A Short Analysis of Shakespeare’s Sonnet 13: ‘O that you were yourself’

A reading of a Shakespeare sonnet

William Shakespeare’s Sonnet 13, beginning ‘O that you were yourself!’, continues the procreation theme established in the previous dozen sonnets. What follows is a short analysis of Sonnet 13 – its language, its meaning, and its imagery.

O that you were your self! but, love, you are
No longer yours, than you your self here live:
Against this coming end you should prepare,
And your sweet semblance to some other give:
So should that beauty which you hold in lease
Find no determination; then you were
Yourself again, after yourself’s decease,
When your sweet issue your sweet form should bear.
Who lets so fair a house fall to decay,
Which husbandry in honour might uphold,
Against the stormy gusts of winter’s day
And barren rage of death’s eternal cold?
O! none but unthrifts. Dear my love, you know,
You had a father: let your son say so.

A brief summary of Sonnet 13 first. Shakespeare starts off by exclaiming to the Fair Youth, if only you were yourself! This seems like a paradox – how can the Youth not be himself? – but Shakespeare elaborates, saying that the Youth is only ‘himself’ as long as he lives, and that isn’t for long. In order to prepare for his own death, the Youth should pass on his ‘sweet semblance’, or likeness, to another – i.e., his child.

Shakespeare3In lines 5-8, Shakespeare reminds the Youth that his beauty, which the Youth possesses now, is only ‘leased’ him by nature – and in order to avoid that lease coming to an end (‘determination’, from the Latin terminus meaning ‘end’), the Youth should have a child so that he can be ‘himself’ again even after death, by reliving, as it were, in the form of a son, because his son would inherit the ‘sweet’ looks of his father.

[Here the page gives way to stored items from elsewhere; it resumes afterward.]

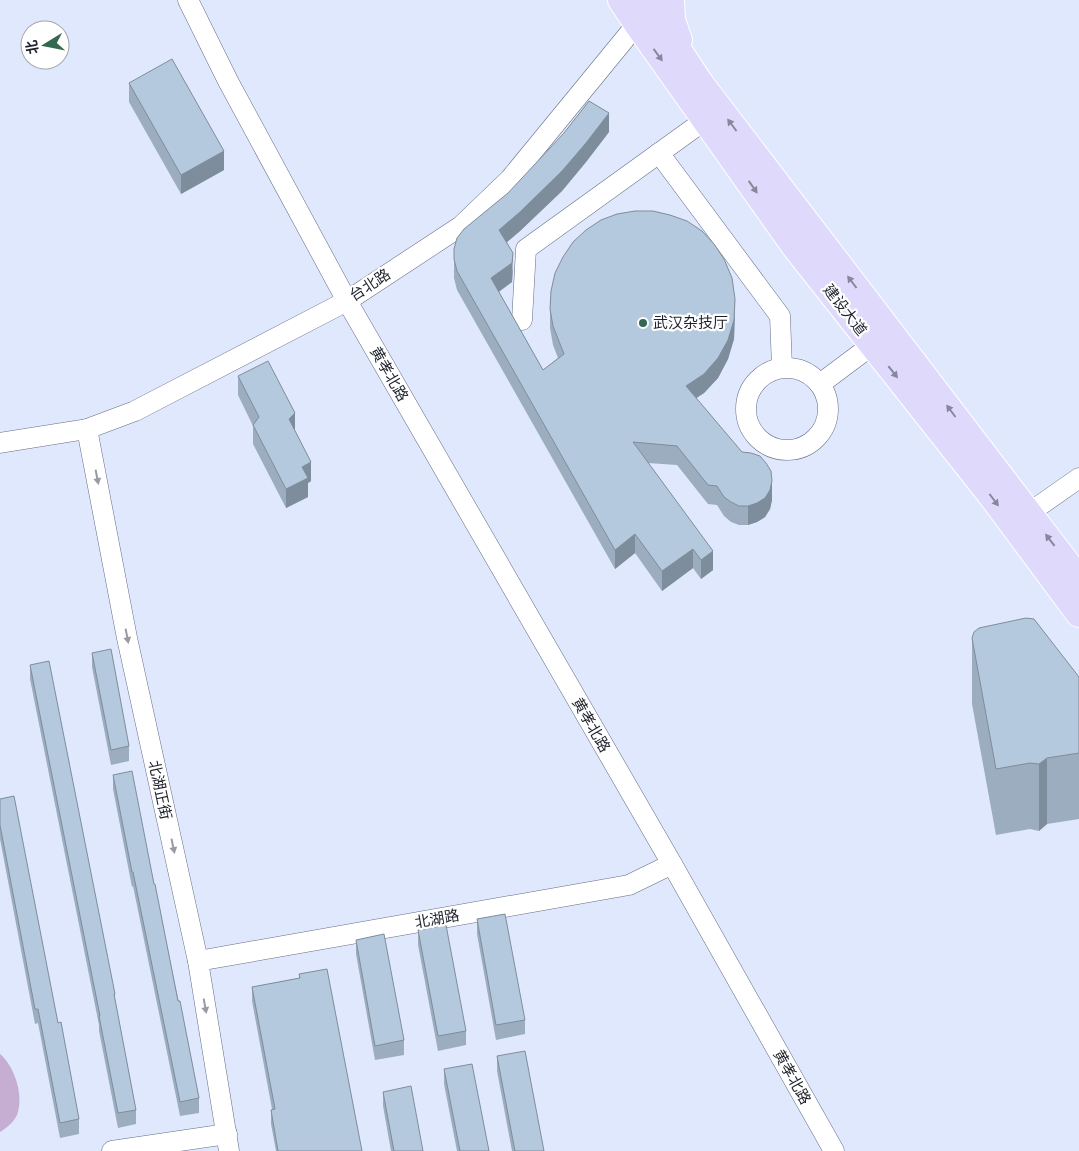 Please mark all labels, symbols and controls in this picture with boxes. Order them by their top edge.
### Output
north arrow [20,20,70,70]
text: 北 [20,39,43,56]
one-way arrow [653,48,663,61]
one-way arrow [727,119,738,132]
one-way arrow [748,180,758,194]
street label: 台北路 [345,263,395,306]
one-way arrow [847,275,857,289]
street label: 建设大道 [818,279,873,340]
place label: 武汉杂技厅 [653,311,728,334]
marker: 武汉杂技厅 [637,317,649,329]
street label: 黄孝北路 [364,342,414,405]
one-way arrow [888,365,899,378]
one-way arrow [945,405,956,418]
one-way arrow [93,469,101,485]
one-way arrow [988,493,999,506]
one-way arrow [1044,534,1055,547]
one-way arrow [124,629,132,645]
street label: 黄孝北路 [566,693,616,756]
street label: 北湖正街 [143,758,178,822]
one-way arrow [169,839,177,854]
street label: 北湖路 [413,903,461,934]
one-way arrow [202,998,210,1014]
street label: 黄孝北路 [768,1045,817,1109]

In lines 9-12, the Bard returns to his beloved house metaphor, which we previously encountered in Sonnet 10, and his ‘husbandry’ pun, first used in Sonnet 3. What sort of man, Shakespeare asks rhetorically, lets such a beautiful house fall into ruin, which, if it were maintained, would provide protection against the winter’s cold? Here ‘house’ resonates with a double meaning, as it did in Sonnet 10: the house is both a metaphor for the Youth’s body and a metonymic reference to the family ‘house’ the Youth belongs to. Who would let his family name die out, by refusing to continue the family line? ‘Husbandry’ also carries its double meaning: both becoming a husband (and, by extension, a father) and the management and maintaining of something (though with a specific emphasis on the breeding of animals and livestock, so Shakespeare also hints at breeding, and childbearing, here too). Just as a well-maintained house provides protection against the cold during winter, so having children provides warm comfort in a man’s ‘winter’ years, as he grows old.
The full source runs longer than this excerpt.